**Try it**
Working through the lines below, return each one that holds "Raya".

——————

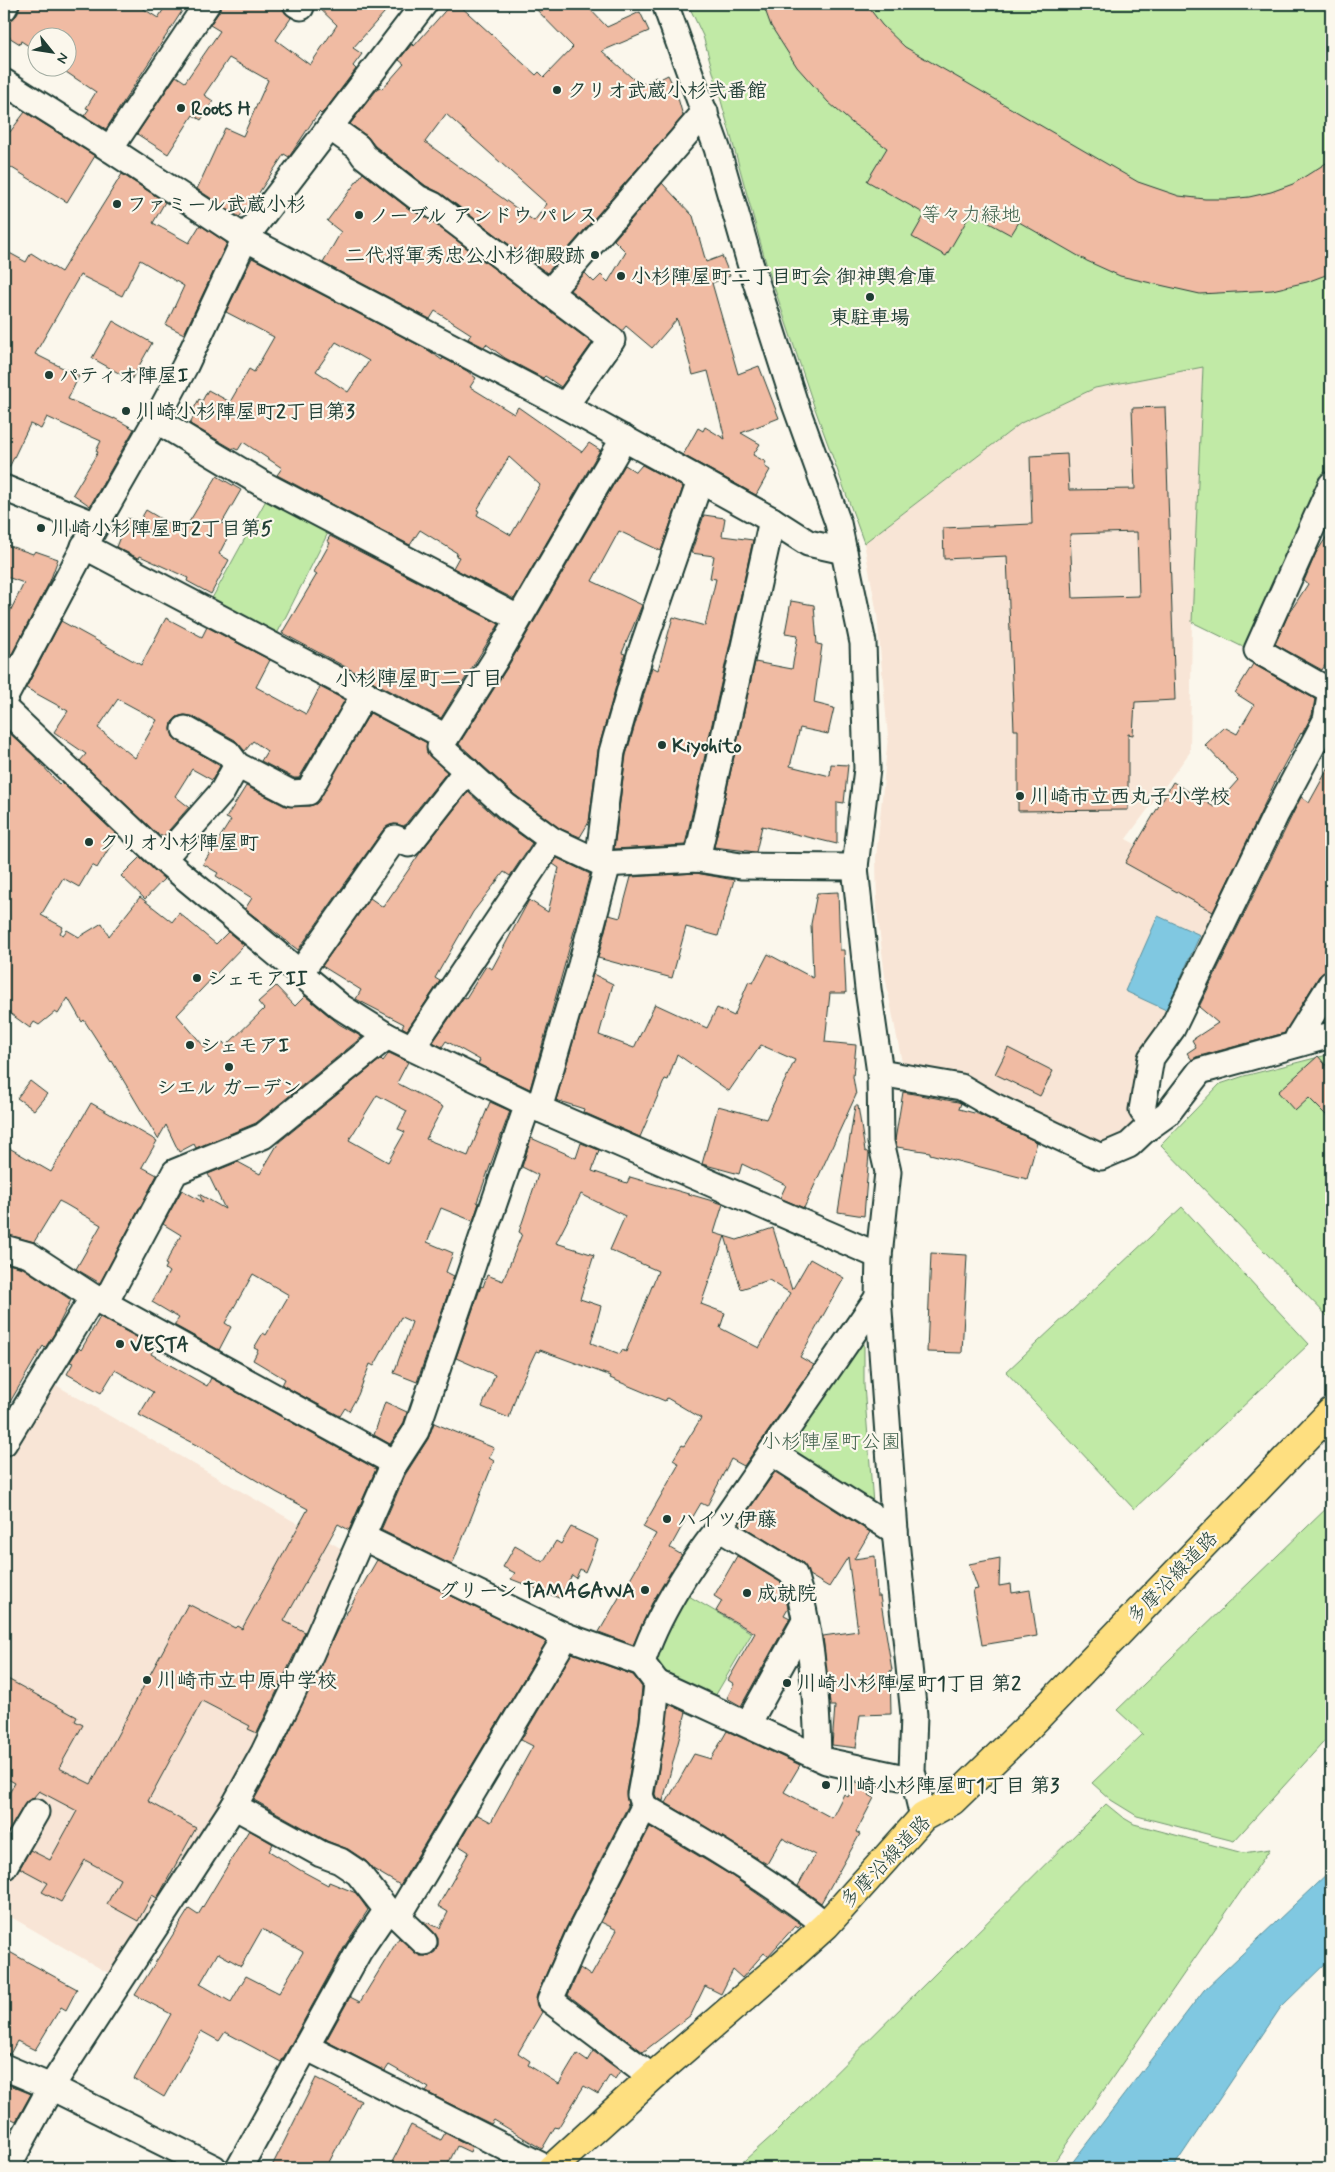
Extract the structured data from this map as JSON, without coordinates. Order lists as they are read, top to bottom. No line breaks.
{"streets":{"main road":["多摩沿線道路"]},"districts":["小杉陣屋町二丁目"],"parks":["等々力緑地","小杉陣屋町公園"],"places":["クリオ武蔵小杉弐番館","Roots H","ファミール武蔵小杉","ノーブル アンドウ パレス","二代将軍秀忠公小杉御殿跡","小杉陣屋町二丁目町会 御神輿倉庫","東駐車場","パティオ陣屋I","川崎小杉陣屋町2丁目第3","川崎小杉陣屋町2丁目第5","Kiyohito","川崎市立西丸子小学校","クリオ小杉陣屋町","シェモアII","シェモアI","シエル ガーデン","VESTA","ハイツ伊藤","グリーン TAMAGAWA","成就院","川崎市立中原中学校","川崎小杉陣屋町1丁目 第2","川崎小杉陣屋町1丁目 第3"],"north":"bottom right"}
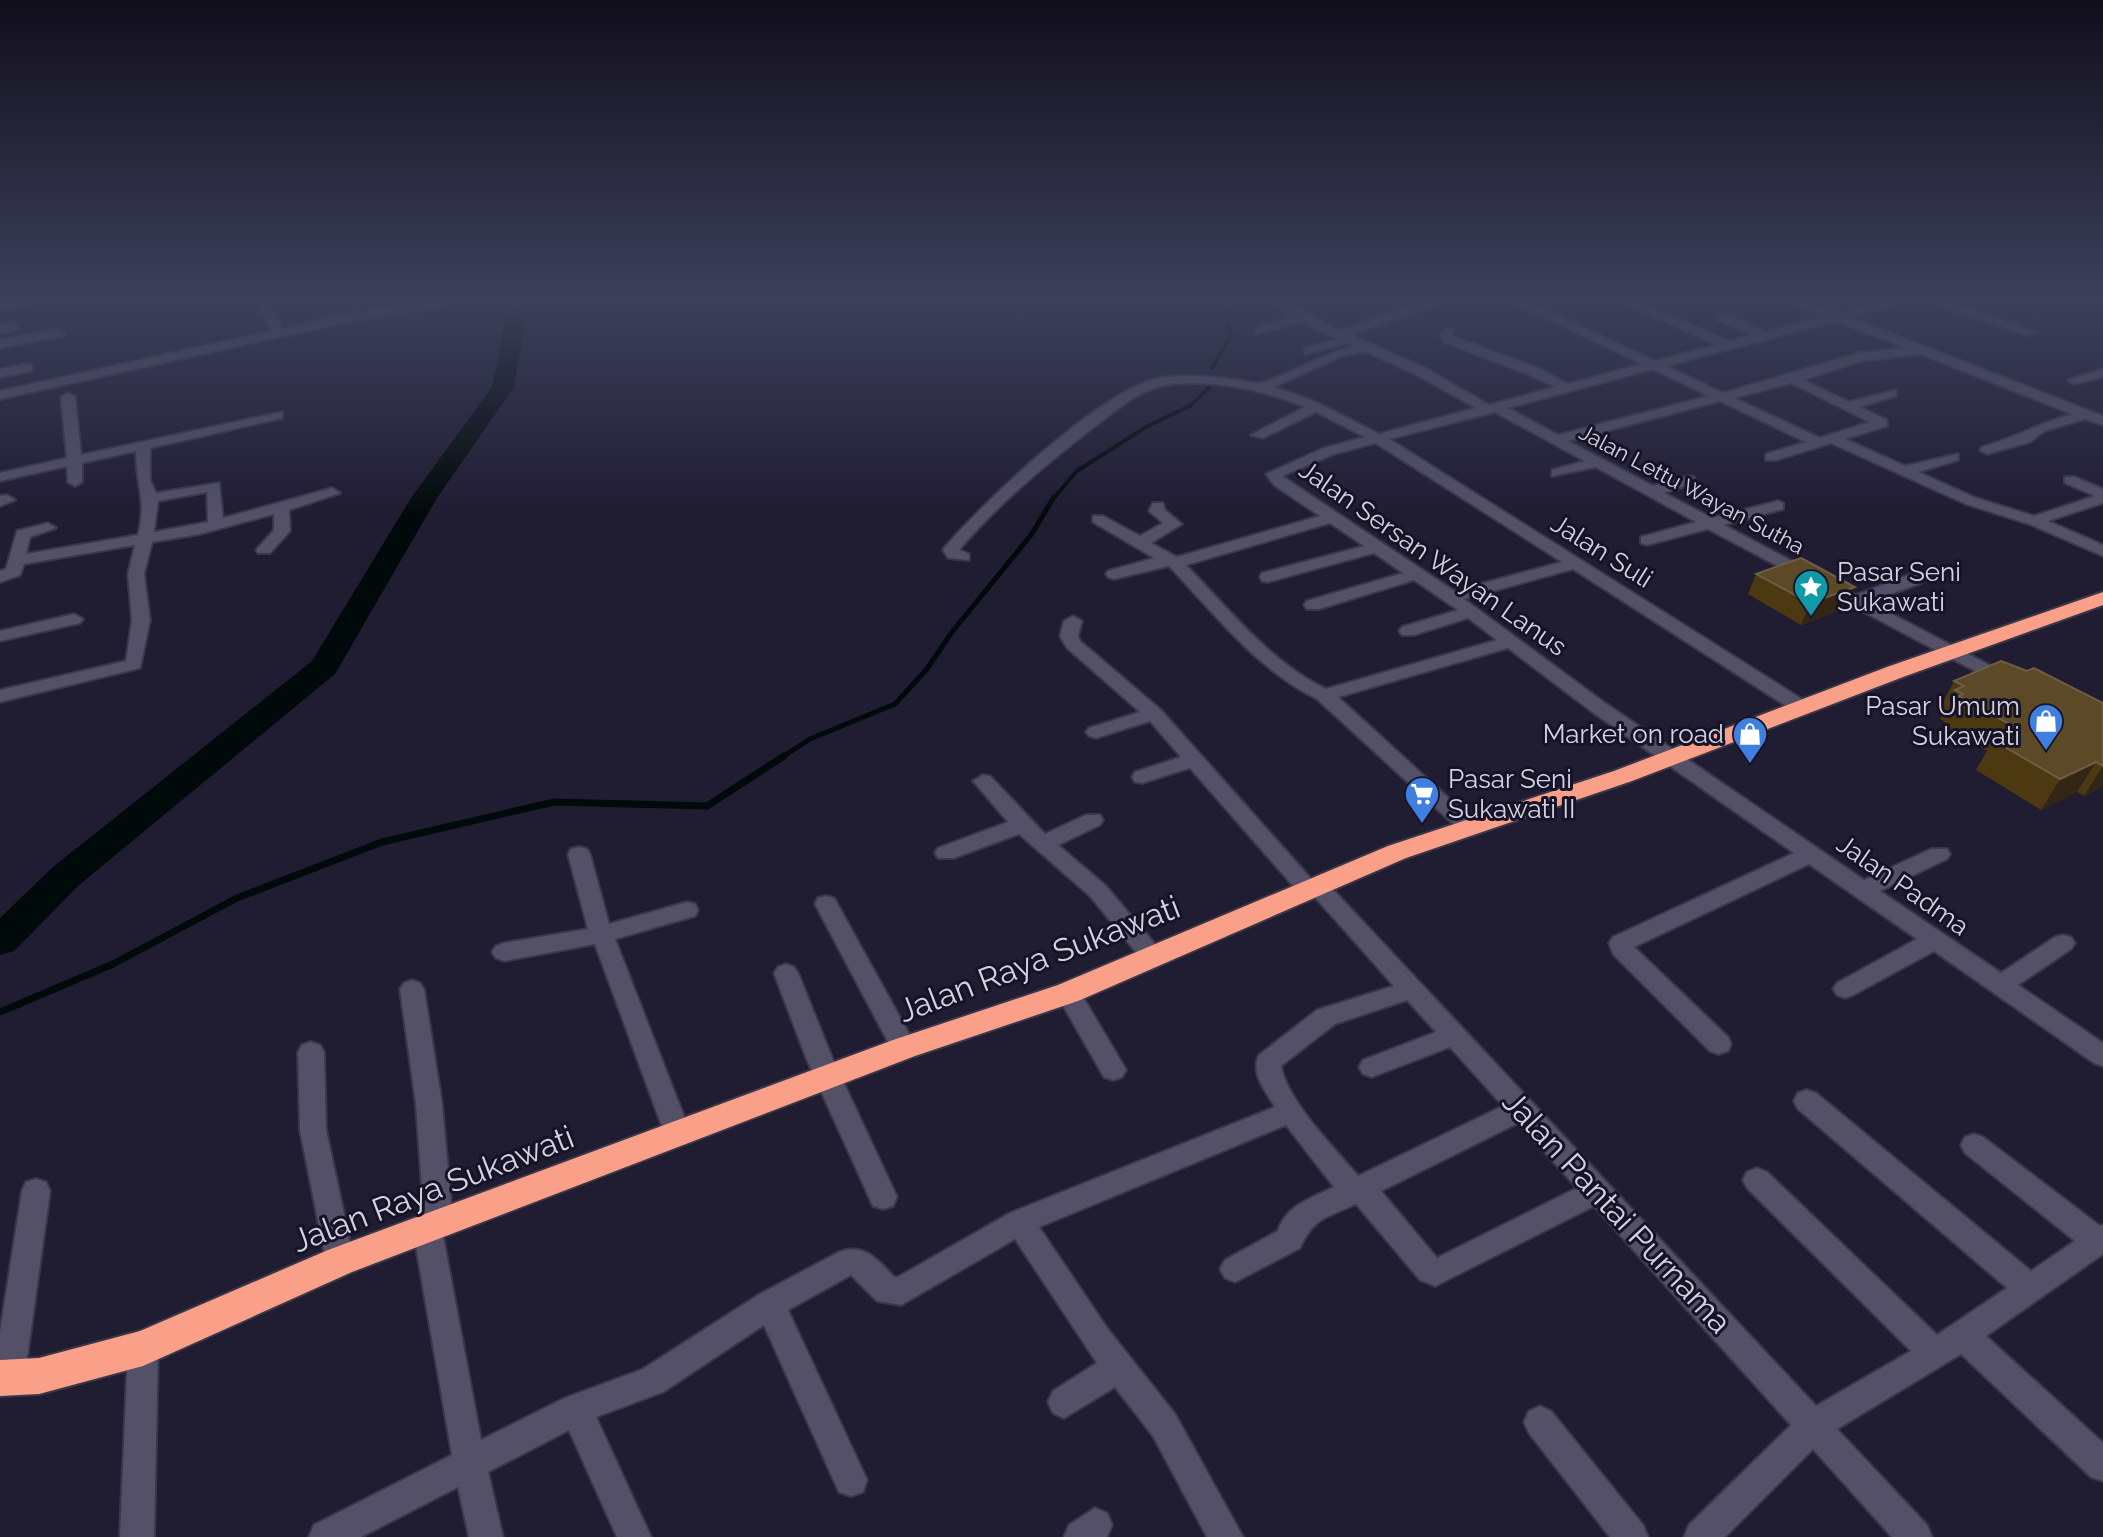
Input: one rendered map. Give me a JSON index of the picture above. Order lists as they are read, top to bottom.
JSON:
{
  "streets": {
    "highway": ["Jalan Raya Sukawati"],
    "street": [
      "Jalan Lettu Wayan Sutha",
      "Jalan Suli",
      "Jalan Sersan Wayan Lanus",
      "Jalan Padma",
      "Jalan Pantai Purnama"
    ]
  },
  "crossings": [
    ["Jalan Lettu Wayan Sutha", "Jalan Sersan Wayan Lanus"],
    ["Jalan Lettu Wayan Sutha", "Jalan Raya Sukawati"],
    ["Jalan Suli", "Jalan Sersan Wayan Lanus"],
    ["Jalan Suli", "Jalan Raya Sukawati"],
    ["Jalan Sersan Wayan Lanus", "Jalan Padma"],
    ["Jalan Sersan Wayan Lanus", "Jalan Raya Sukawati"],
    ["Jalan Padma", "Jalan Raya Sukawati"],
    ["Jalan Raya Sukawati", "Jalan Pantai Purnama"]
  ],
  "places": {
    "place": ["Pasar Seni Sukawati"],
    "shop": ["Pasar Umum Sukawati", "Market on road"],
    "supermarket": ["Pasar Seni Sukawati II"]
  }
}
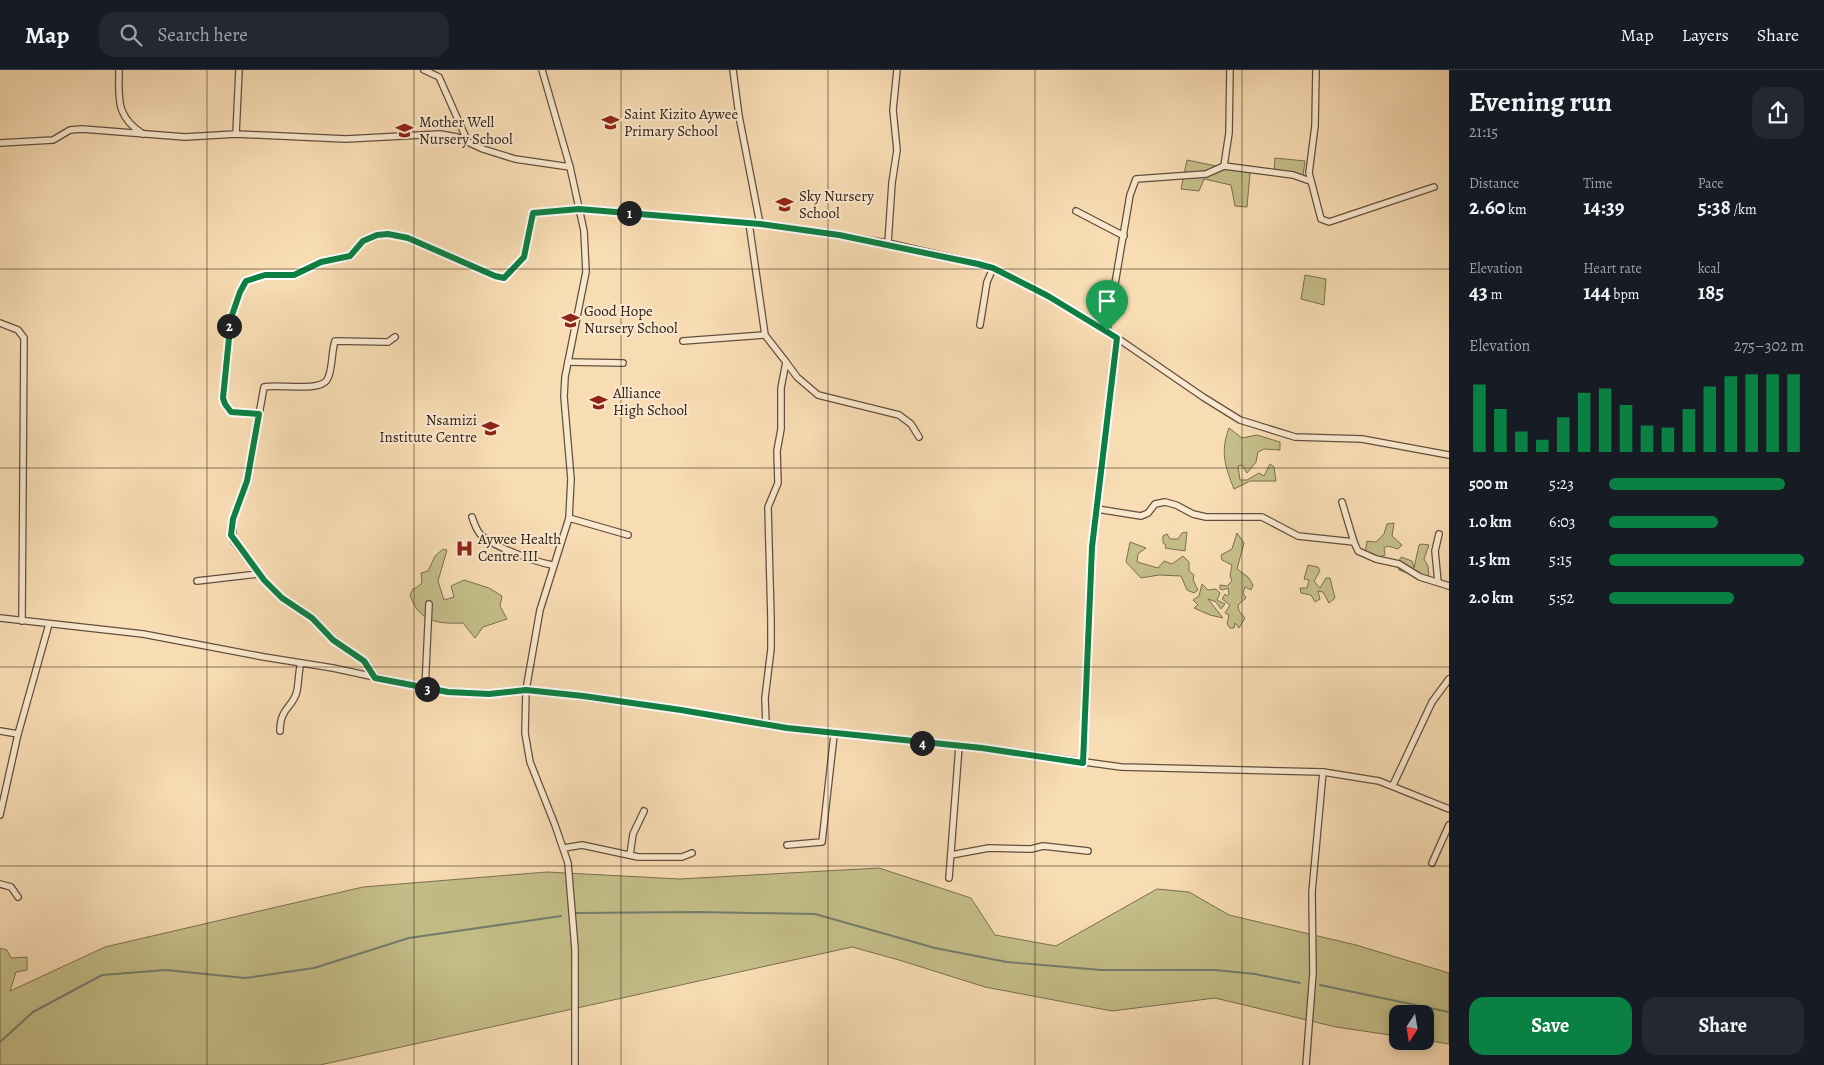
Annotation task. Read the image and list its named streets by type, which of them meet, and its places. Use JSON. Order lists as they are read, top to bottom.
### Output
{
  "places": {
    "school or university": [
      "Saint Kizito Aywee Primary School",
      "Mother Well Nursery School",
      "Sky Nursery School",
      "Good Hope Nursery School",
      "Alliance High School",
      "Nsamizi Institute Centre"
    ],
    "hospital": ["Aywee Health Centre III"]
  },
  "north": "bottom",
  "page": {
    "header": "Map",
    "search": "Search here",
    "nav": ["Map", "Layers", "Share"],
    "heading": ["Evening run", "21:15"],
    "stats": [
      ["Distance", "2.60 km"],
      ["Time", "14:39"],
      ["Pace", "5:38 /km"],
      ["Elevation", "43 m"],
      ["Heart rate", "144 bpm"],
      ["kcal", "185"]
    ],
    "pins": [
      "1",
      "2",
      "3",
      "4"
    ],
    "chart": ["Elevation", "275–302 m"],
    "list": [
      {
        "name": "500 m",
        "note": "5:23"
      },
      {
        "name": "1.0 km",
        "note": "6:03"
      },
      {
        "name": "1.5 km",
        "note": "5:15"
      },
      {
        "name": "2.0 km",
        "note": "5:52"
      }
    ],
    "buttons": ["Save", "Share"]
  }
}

——————

**Answer to the problem**
    "highway": ["Jalan Raya Sukawati"],
    ["Jalan Lettu Wayan Sutha", "Jalan Raya Sukawati"],
    ["Jalan Suli", "Jalan Raya Sukawati"],
    ["Jalan Sersan Wayan Lanus", "Jalan Raya Sukawati"],
    ["Jalan Padma", "Jalan Raya Sukawati"],
    ["Jalan Raya Sukawati", "Jalan Pantai Purnama"]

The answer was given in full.